→ What to work on: Where does the string "scale" appear in the records? Copy every line that contains it.

=== Begin Enclosure ===

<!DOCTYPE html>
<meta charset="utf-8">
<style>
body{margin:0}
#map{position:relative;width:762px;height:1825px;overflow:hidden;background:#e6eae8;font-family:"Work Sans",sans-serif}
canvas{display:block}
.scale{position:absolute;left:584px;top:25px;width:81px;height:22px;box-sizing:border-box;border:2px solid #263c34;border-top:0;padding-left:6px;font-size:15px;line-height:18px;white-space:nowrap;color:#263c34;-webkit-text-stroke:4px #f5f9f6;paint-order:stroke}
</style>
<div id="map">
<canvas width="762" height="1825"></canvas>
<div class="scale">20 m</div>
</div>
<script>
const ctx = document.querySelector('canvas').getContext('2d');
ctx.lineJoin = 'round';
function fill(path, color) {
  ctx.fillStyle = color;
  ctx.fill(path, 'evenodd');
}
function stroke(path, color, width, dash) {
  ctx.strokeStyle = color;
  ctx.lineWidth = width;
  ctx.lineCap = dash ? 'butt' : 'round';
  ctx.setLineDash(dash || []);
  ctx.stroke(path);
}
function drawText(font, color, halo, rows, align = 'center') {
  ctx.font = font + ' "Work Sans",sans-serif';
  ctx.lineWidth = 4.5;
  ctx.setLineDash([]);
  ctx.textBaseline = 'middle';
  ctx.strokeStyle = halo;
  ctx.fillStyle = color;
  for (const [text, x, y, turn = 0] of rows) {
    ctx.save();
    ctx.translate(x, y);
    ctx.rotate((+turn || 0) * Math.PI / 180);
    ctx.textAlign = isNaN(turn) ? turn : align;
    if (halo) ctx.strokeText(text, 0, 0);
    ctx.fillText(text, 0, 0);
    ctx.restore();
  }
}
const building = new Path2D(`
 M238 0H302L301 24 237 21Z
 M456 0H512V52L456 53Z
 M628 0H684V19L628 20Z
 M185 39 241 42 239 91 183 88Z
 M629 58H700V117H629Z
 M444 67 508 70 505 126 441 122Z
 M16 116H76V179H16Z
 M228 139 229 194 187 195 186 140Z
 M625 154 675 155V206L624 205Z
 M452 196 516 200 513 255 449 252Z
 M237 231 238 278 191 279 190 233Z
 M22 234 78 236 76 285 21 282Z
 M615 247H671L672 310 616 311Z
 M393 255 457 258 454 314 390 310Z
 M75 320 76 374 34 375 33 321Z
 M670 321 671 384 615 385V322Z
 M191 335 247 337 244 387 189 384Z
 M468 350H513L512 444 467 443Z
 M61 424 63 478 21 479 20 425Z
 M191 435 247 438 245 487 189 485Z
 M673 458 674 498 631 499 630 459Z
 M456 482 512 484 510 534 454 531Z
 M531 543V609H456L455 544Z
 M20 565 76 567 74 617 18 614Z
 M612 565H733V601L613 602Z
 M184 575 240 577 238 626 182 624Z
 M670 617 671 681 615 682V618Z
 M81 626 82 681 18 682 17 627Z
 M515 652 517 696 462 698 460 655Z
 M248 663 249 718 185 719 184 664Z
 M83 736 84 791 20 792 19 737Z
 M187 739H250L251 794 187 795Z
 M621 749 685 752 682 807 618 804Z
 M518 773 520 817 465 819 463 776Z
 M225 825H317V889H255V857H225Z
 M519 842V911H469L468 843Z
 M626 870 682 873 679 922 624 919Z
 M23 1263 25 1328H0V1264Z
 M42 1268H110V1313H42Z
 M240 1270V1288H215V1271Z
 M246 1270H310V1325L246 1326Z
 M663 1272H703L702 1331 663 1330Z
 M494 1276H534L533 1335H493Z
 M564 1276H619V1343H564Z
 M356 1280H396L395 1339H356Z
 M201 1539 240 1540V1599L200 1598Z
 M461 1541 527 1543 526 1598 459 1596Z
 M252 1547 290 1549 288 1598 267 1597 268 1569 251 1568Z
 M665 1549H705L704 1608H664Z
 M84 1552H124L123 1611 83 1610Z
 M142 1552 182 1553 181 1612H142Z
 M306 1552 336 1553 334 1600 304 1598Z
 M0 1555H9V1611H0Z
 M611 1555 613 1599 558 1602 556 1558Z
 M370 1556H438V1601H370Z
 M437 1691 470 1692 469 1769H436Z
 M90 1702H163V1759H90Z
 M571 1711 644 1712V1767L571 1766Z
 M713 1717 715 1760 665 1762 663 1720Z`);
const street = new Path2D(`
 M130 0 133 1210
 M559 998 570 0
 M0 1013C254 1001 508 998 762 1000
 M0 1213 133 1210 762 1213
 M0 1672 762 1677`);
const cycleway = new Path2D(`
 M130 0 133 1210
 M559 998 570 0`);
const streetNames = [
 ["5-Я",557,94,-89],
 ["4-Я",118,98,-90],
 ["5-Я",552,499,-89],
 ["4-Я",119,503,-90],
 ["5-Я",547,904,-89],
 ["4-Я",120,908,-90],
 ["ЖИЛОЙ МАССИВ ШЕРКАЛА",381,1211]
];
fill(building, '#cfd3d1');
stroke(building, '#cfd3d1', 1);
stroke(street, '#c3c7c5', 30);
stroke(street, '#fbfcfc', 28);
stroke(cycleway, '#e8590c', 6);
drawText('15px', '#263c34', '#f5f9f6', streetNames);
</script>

=== End Enclosure ===
=== Begin Enclosure ===

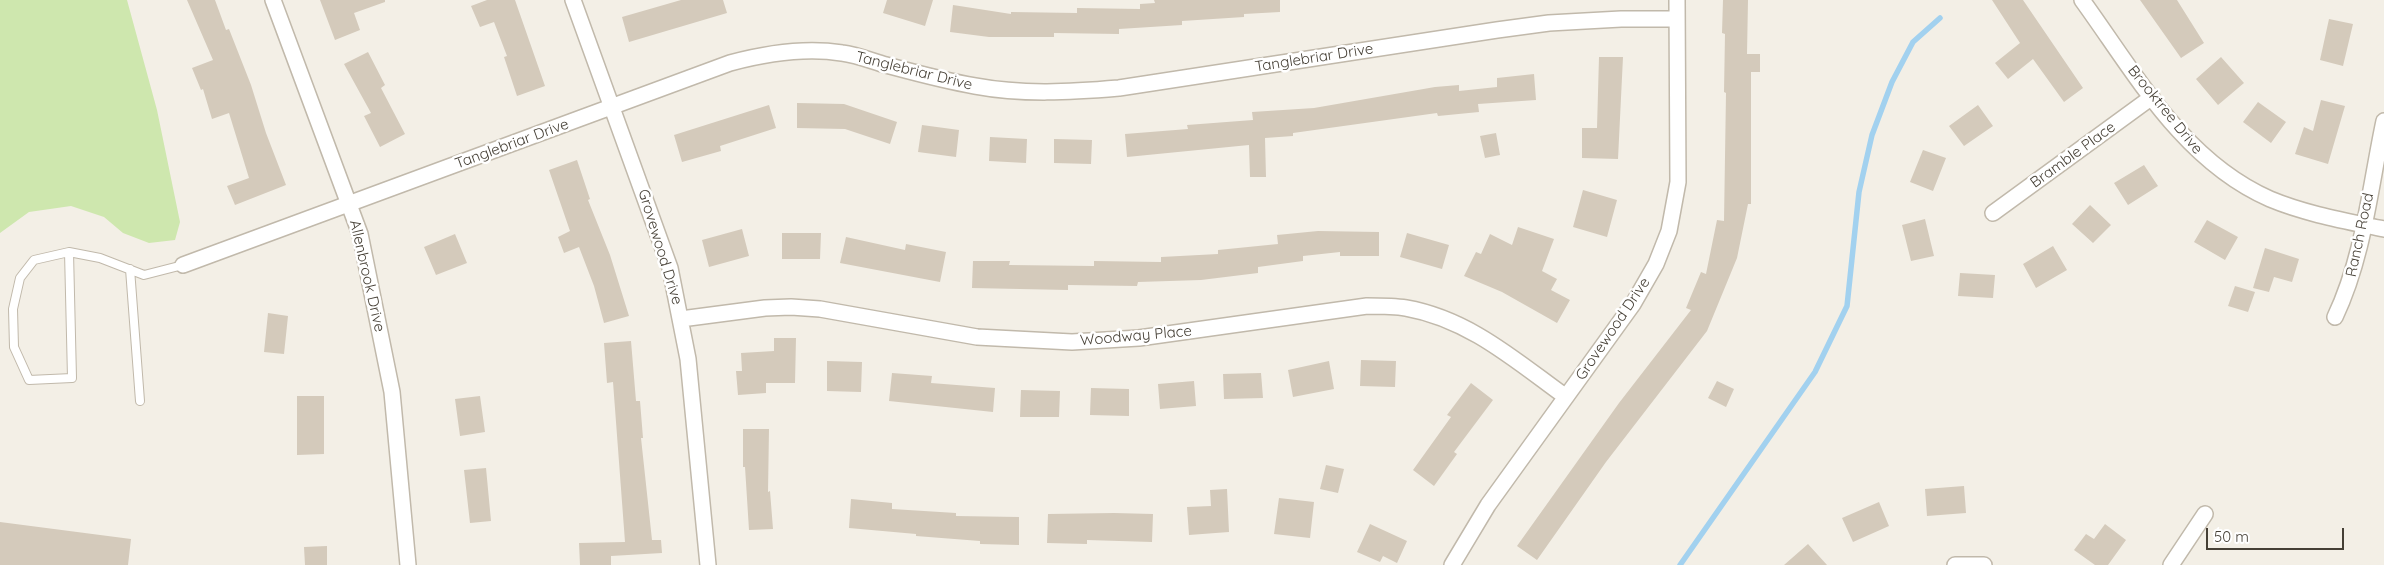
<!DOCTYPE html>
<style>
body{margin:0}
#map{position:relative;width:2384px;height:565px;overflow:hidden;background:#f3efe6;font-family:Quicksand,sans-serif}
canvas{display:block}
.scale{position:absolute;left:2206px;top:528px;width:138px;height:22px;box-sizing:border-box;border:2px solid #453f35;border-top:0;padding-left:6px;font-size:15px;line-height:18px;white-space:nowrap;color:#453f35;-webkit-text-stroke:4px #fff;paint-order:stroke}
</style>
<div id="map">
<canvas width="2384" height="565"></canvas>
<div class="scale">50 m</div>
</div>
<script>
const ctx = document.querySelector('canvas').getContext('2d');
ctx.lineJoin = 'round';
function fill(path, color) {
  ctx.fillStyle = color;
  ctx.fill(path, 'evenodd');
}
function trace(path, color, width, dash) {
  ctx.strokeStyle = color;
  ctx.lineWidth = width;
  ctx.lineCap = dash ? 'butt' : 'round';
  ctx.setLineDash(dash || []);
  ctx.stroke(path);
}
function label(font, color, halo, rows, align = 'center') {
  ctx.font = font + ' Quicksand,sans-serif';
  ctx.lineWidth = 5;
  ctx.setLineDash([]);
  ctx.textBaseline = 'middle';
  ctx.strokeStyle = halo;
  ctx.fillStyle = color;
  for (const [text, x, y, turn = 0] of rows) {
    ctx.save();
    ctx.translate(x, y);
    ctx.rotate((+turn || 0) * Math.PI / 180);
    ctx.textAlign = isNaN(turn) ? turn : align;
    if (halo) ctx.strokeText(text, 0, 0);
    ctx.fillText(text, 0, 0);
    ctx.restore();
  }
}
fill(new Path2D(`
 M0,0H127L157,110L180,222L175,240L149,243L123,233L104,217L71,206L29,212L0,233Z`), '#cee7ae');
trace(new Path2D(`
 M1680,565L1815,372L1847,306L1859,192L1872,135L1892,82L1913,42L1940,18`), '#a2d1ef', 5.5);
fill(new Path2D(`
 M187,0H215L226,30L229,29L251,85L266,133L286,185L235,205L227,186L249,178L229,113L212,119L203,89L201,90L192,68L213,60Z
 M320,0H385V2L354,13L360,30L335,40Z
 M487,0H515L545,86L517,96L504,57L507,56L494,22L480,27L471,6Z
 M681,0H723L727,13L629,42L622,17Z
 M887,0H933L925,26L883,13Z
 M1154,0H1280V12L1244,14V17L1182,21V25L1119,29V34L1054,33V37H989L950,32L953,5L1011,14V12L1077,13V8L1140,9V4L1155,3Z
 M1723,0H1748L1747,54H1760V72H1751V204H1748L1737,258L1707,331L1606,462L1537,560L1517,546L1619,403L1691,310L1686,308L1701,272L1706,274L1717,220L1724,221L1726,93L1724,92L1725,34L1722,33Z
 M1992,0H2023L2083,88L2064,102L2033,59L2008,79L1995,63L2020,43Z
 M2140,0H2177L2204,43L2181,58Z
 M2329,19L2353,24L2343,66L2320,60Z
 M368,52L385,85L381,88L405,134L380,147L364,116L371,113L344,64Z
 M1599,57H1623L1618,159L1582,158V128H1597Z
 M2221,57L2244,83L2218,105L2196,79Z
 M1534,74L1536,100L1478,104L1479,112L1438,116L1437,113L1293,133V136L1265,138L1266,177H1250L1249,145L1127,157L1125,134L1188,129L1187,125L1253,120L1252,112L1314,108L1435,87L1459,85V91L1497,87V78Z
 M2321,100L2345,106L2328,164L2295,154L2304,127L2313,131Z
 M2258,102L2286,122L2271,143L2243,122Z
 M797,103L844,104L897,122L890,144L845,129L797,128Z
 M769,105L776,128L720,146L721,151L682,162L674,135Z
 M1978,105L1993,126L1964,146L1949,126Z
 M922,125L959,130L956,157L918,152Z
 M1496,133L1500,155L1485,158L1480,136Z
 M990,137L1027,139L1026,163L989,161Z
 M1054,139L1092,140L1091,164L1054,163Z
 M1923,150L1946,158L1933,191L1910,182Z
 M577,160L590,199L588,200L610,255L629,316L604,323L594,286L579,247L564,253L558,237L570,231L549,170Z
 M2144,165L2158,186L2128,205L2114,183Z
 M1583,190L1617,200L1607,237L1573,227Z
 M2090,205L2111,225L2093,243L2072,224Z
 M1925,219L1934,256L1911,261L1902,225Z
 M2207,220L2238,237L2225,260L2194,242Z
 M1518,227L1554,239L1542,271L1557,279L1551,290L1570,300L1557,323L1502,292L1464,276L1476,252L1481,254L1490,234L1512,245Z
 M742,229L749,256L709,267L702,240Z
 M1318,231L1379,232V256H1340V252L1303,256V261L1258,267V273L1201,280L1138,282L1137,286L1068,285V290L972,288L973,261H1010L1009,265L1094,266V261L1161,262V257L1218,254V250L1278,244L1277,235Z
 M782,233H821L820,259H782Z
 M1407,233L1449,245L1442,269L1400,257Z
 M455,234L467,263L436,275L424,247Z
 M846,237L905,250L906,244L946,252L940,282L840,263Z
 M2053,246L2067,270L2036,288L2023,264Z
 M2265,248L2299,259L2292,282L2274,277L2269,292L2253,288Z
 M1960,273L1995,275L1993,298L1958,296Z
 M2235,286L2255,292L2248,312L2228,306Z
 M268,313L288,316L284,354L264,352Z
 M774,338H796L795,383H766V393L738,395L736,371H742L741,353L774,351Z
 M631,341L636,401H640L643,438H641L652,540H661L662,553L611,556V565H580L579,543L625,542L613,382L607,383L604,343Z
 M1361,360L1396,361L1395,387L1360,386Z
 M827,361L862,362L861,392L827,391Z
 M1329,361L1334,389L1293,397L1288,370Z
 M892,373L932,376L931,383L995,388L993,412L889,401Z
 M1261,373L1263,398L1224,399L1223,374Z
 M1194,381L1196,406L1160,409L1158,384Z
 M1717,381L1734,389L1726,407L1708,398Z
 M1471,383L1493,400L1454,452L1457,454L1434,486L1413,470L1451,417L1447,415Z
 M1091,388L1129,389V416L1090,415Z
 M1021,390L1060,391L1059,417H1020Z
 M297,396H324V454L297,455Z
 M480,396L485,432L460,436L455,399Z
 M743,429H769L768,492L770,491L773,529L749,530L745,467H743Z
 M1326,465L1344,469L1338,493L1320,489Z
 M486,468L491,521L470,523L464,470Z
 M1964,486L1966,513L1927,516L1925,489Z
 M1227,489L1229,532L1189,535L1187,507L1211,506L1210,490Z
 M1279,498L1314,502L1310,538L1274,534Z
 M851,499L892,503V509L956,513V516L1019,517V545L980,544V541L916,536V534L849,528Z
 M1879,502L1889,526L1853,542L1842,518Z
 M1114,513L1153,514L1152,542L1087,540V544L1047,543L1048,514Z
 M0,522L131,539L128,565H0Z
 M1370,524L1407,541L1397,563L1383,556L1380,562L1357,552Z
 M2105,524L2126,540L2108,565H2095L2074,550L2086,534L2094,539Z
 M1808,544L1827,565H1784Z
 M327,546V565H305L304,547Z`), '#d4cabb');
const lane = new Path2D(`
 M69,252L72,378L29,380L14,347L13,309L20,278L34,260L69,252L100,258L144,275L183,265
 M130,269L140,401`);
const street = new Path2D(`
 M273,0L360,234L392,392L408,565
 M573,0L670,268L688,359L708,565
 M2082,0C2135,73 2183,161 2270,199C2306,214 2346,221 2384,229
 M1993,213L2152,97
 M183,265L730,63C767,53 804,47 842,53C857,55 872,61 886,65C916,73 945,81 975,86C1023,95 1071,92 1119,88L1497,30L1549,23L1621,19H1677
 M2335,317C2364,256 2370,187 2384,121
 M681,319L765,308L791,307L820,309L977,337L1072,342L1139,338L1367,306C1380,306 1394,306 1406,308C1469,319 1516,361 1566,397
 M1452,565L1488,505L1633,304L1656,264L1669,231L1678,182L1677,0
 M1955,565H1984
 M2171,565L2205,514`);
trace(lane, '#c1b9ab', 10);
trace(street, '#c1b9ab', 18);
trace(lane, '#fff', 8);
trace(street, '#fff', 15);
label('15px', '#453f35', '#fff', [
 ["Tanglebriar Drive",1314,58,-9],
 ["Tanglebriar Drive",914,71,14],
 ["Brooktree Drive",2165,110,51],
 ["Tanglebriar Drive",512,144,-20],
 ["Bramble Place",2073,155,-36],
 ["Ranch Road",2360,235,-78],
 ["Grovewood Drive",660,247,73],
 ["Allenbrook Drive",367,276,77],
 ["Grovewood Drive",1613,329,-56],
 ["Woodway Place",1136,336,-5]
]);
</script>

=== End Enclosure ===

→ Solution:
.scale{position:absolute;left:584px;top:25px;width:81px;height:22px;box-sizing:border-box;border:2px solid #263c34;border-top:0;padding-left:6px;font-size:15px;line-height:18px;white-space:nowrap;color:#263c34;-webkit-text-stroke:4px #f5f9f6;paint-order:stroke}
<div class="scale">20 m</div>
.scale{position:absolute;left:2206px;top:528px;width:138px;height:22px;box-sizing:border-box;border:2px solid #453f35;border-top:0;padding-left:6px;font-size:15px;line-height:18px;white-space:nowrap;color:#453f35;-webkit-text-stroke:4px #fff;paint-order:stroke}
<div class="scale">50 m</div>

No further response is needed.